WHAT IS EXPECTED — Report every line of the records beneath this task that holds the string "none".

SUPPLIED MATERIAL —
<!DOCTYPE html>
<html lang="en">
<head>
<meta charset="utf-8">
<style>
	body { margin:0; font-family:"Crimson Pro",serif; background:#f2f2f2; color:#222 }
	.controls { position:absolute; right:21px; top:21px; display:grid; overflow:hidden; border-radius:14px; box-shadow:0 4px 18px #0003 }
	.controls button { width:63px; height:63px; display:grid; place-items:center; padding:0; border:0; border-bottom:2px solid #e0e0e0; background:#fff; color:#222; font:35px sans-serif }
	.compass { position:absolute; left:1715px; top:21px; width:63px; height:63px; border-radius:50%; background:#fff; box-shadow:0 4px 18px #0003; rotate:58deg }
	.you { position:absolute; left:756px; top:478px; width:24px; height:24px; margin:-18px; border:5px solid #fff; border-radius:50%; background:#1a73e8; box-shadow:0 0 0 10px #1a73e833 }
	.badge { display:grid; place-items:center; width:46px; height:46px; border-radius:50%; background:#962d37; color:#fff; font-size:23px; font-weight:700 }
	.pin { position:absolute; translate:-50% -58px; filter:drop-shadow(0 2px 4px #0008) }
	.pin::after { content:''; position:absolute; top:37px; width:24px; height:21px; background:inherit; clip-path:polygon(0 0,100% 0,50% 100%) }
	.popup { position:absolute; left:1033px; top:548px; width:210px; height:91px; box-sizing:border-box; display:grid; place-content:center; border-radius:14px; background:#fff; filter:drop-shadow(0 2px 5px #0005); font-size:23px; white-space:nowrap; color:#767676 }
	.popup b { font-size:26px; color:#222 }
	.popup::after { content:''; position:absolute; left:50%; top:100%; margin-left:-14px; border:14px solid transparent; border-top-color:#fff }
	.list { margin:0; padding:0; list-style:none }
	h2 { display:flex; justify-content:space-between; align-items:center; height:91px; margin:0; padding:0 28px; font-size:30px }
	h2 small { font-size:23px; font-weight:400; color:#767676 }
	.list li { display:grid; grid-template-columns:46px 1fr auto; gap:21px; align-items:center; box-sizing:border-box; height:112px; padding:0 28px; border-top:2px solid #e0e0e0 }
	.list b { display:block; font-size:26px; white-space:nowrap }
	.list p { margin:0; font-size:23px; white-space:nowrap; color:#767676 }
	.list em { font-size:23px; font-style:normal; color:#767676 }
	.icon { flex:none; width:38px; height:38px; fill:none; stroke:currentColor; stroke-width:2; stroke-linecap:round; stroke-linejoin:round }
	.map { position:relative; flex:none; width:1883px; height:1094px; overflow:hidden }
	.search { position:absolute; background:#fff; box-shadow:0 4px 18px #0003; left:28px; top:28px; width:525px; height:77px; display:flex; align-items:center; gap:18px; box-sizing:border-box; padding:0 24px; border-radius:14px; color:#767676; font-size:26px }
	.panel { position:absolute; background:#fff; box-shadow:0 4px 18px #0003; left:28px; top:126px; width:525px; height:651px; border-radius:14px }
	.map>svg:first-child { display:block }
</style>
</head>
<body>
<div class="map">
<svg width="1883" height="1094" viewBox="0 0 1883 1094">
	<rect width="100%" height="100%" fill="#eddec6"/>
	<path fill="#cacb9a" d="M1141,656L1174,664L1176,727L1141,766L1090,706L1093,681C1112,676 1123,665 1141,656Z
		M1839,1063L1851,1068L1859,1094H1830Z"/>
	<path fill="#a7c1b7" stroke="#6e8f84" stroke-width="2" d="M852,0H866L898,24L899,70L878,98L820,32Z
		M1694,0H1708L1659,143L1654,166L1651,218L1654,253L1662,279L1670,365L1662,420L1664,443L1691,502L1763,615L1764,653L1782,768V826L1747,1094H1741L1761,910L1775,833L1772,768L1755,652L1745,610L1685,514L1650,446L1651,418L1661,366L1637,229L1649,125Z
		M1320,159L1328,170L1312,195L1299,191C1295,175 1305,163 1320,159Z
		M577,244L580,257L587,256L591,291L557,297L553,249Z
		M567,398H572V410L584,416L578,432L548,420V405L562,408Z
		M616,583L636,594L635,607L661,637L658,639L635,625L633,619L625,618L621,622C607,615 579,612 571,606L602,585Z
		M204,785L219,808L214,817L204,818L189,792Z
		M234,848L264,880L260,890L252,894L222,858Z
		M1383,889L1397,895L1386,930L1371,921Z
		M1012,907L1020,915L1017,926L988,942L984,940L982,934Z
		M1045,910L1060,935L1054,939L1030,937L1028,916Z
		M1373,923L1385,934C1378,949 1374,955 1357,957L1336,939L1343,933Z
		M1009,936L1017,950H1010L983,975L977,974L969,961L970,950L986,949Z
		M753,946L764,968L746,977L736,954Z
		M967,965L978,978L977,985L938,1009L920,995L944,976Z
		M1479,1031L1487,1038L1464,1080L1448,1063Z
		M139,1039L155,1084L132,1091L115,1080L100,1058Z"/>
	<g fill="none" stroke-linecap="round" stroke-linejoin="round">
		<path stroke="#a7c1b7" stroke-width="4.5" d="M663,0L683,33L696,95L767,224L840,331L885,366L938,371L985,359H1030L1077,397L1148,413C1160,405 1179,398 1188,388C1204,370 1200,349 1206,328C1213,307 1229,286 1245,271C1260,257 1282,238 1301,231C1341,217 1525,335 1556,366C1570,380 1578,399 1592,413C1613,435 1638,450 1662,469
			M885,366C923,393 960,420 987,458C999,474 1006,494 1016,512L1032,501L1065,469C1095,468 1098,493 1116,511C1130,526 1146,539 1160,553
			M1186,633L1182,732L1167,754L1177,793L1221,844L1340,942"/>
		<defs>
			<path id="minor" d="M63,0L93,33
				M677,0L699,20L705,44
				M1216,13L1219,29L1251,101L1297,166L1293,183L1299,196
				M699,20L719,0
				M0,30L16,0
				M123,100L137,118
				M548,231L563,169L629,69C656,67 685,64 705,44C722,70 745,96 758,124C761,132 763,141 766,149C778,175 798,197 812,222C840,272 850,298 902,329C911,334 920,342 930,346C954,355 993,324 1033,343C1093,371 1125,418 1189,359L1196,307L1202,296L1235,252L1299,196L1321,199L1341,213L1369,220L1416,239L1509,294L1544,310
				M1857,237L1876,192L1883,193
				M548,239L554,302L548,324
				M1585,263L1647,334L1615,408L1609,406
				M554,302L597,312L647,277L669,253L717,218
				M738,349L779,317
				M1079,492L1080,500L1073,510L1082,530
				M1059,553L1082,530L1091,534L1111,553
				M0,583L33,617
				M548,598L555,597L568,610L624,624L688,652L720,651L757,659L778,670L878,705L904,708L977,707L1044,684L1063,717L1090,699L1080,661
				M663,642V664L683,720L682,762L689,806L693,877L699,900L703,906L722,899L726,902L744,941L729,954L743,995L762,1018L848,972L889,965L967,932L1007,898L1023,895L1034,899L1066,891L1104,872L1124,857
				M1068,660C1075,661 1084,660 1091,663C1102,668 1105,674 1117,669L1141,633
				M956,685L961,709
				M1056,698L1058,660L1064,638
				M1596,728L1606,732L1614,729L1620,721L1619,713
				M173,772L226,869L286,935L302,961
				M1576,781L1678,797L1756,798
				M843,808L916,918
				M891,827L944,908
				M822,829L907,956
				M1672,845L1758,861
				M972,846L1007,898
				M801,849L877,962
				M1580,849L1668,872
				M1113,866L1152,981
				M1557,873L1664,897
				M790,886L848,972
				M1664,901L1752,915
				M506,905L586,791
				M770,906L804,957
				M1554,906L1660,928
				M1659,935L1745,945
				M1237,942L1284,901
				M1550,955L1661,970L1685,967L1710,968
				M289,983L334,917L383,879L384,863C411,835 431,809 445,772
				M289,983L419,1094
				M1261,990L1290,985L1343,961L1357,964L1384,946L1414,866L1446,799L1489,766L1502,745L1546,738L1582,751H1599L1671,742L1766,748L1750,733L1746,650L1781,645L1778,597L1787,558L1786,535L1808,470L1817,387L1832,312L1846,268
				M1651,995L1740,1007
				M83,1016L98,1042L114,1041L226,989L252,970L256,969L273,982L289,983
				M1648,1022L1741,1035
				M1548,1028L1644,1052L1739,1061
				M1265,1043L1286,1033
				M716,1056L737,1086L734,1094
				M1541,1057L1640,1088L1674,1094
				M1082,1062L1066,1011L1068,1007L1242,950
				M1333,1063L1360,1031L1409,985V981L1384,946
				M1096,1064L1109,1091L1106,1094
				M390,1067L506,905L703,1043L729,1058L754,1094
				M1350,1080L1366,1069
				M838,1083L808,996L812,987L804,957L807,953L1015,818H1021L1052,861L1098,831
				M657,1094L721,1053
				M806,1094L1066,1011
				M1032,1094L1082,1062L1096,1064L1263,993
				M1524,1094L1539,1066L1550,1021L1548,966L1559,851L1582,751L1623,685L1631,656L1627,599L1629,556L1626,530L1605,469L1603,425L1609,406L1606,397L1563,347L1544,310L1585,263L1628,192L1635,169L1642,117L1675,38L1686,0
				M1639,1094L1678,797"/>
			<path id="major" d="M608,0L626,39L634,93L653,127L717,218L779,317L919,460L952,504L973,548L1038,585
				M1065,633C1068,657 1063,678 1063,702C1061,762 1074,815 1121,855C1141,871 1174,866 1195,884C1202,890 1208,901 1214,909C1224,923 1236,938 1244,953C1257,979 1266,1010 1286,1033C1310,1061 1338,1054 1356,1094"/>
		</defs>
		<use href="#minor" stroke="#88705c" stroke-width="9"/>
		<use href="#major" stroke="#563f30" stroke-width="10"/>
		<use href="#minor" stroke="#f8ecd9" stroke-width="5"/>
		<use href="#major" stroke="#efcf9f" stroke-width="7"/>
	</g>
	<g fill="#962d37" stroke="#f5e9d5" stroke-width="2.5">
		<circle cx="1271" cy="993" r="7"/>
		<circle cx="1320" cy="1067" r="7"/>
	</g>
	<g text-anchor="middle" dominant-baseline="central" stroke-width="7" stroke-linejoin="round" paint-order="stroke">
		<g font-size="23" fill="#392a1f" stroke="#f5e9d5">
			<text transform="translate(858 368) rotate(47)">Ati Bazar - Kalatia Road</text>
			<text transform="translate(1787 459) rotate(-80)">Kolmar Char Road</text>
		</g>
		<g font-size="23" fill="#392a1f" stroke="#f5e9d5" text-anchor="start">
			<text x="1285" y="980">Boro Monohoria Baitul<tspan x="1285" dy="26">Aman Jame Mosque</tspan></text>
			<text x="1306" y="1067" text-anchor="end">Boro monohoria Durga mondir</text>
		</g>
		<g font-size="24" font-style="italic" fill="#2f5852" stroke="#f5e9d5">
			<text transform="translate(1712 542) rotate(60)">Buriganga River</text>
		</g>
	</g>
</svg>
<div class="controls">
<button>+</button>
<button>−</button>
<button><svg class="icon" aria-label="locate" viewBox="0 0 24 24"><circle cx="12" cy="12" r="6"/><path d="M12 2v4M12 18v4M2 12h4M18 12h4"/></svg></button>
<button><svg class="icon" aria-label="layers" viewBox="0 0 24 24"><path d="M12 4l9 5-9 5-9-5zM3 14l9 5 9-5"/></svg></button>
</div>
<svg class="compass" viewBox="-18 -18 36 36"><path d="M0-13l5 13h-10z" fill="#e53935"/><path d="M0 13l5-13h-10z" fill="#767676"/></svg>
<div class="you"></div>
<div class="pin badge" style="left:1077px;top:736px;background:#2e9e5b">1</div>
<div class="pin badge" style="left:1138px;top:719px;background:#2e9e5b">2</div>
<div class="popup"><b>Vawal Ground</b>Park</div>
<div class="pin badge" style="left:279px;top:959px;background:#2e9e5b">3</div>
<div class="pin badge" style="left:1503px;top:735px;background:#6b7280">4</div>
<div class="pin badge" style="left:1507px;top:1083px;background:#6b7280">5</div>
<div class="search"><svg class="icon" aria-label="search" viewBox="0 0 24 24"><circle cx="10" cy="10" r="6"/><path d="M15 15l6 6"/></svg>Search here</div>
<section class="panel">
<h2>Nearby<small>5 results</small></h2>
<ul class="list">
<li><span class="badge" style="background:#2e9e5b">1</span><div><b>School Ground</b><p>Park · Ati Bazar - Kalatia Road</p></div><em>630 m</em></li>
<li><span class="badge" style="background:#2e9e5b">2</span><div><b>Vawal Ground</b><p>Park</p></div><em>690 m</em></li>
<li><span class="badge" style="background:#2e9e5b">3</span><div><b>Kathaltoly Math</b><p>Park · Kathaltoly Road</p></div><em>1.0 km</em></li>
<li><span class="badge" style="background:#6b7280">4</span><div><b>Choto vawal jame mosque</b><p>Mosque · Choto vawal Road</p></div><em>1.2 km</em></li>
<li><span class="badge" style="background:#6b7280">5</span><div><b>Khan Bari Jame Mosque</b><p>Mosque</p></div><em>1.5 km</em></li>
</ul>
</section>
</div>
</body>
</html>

RESPONSE —
	.list { margin:0; padding:0; list-style:none }
	.icon { flex:none; width:38px; height:38px; fill:none; stroke:currentColor; stroke-width:2; stroke-linecap:round; stroke-linejoin:round }
	.map { position:relative; flex:none; width:1883px; height:1094px; overflow:hidden }
	<g fill="none" stroke-linecap="round" stroke-linejoin="round">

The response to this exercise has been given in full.